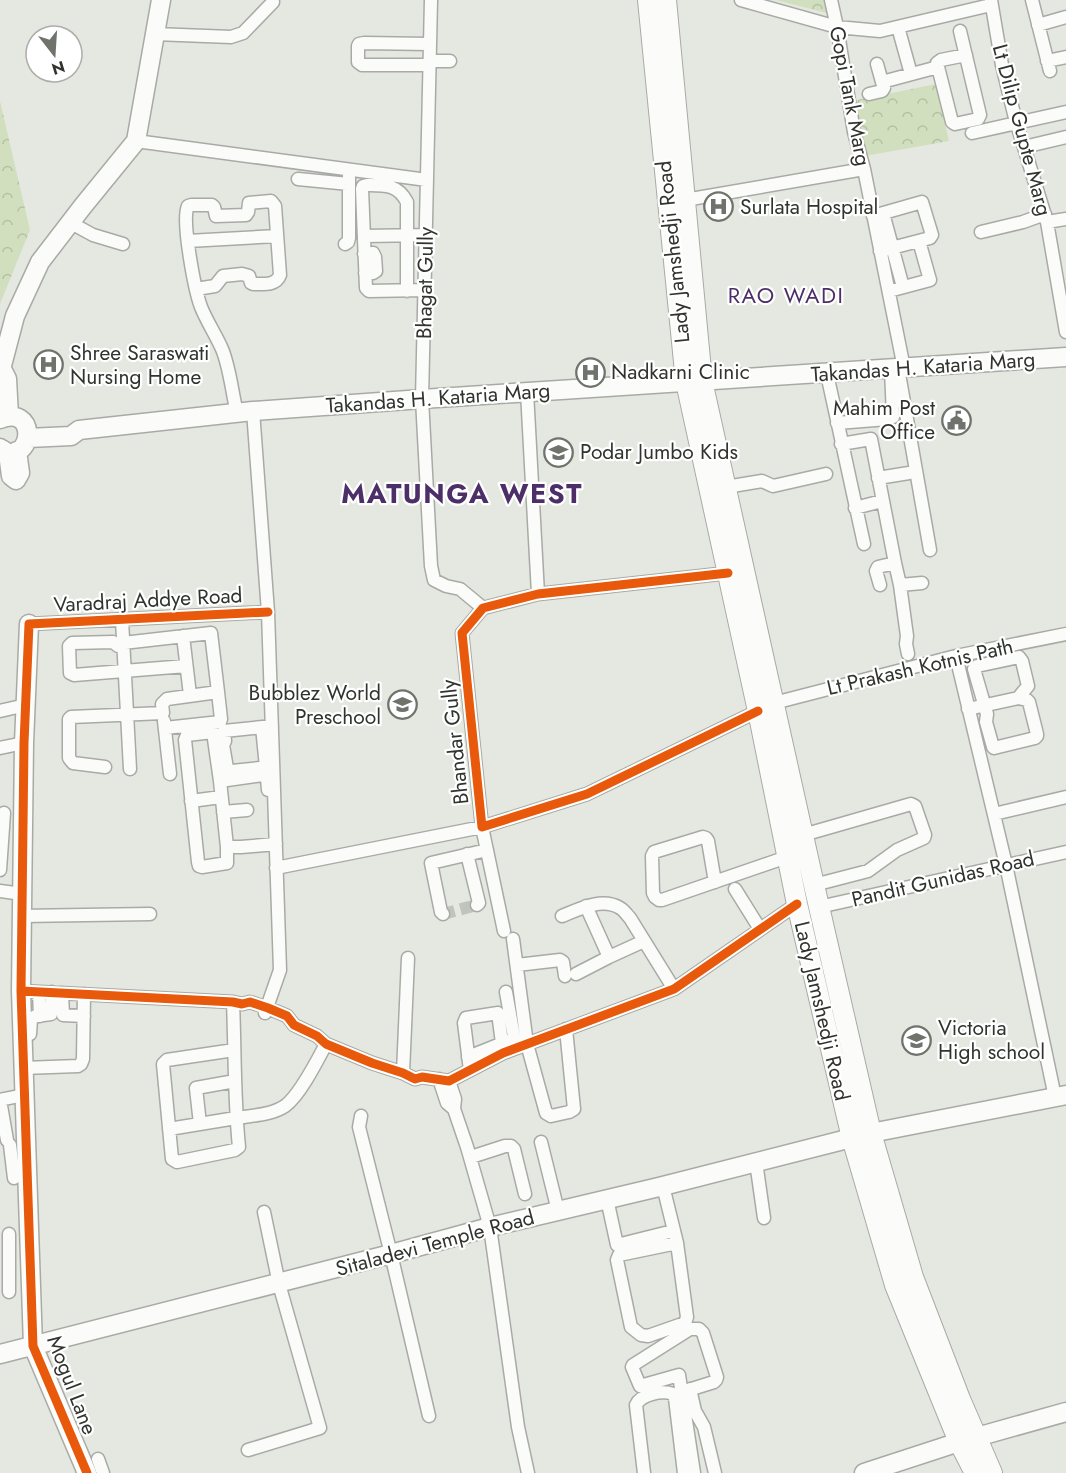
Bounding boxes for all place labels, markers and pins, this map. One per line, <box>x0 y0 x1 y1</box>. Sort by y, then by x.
hospital icon: Surlata Hospital <box>703 191 735 223</box>
place label: Surlata Hospital <box>740 192 878 222</box>
place label: Shree Saraswati Nursing Home <box>70 338 210 392</box>
hospital icon: Shree Saraswati Nursing Home <box>33 349 65 381</box>
hospital icon: Nadkarni Clinic <box>574 356 606 388</box>
place label: Nadkarni Clinic <box>611 357 750 387</box>
place label: Mahim Post Office <box>833 393 935 447</box>
public building icon: Mahim Post Office <box>940 404 972 436</box>
school or university icon: Podar Jumbo Kids <box>543 436 575 468</box>
place label: Podar Jumbo Kids <box>580 437 738 467</box>
place label: Bubblez World Preschool <box>248 678 381 732</box>
school or university icon: Bubblez World Preschool <box>386 689 418 721</box>
place label: Victoria High school <box>938 1013 1045 1067</box>
school or university icon: Victoria High school <box>901 1024 933 1056</box>

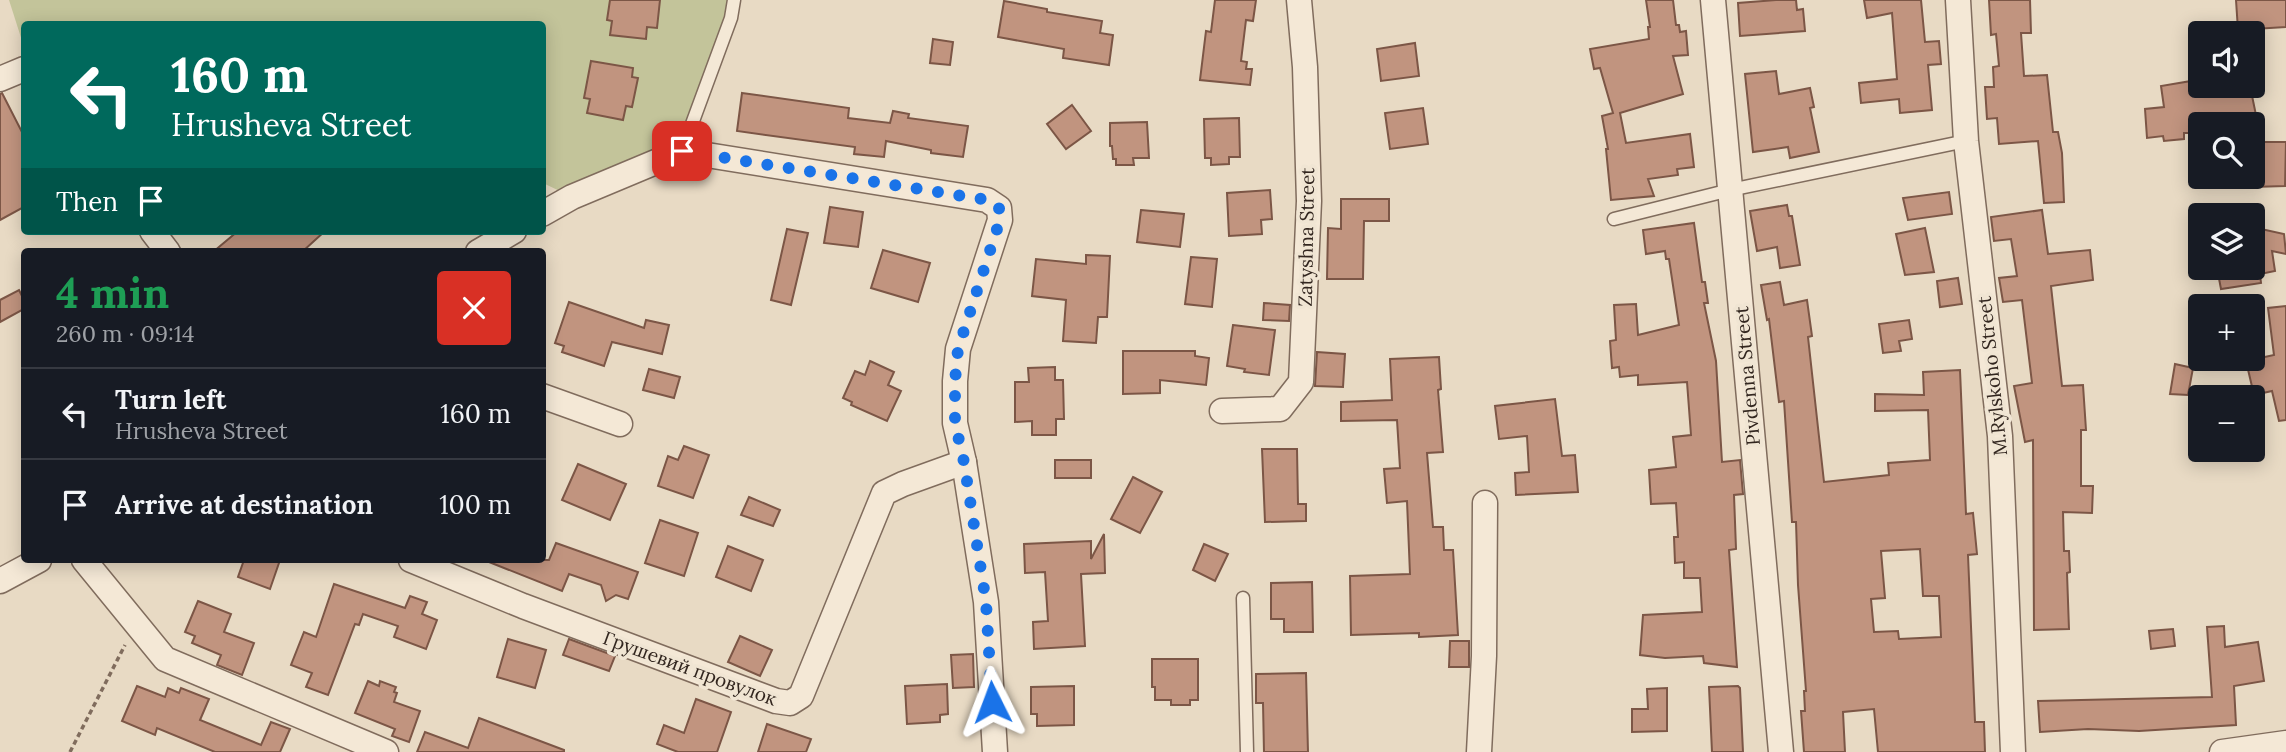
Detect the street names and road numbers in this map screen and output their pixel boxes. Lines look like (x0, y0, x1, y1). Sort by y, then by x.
street label: Zatyshna Street (1293, 167, 1319, 307)
street label: M.Rylskoho Street (1972, 294, 2012, 457)
street label: Pivdenna Street (1729, 305, 1765, 447)
street label: Грушевий провулок (600, 625, 781, 711)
________________________
Exercise prompt: Your task is to return the entries above exactly, with no pictures.

Result of this exercise:
Bounding boxes for all place labels, markers and pins, this map. One per line, <box>x0 y0 x1 y1</box>. Sort by y, then by x.
hospital icon: Surlata Hospital <box>703 191 735 223</box>
place label: Surlata Hospital <box>740 192 878 222</box>
place label: Shree Saraswati Nursing Home <box>70 338 210 392</box>
hospital icon: Shree Saraswati Nursing Home <box>33 349 65 381</box>
hospital icon: Nadkarni Clinic <box>574 356 606 388</box>
place label: Nadkarni Clinic <box>611 357 750 387</box>
place label: Mahim Post Office <box>833 393 935 447</box>
public building icon: Mahim Post Office <box>940 404 972 436</box>
school or university icon: Podar Jumbo Kids <box>543 436 575 468</box>
place label: Podar Jumbo Kids <box>580 437 738 467</box>
place label: Bubblez World Preschool <box>248 678 381 732</box>
school or university icon: Bubblez World Preschool <box>386 689 418 721</box>
place label: Victoria High school <box>938 1013 1045 1067</box>
school or university icon: Victoria High school <box>901 1024 933 1056</box>

Detect the street names and road numbers in this map screen and output their pixel boxes. Lines look like (x0, y0, x1, y1). Sort by y, then by x.
street label: Zatyshna Street (1293, 167, 1319, 307)
street label: M.Rylskoho Street (1972, 294, 2012, 457)
street label: Pivdenna Street (1729, 305, 1765, 447)
street label: Грушевий провулок (600, 625, 781, 711)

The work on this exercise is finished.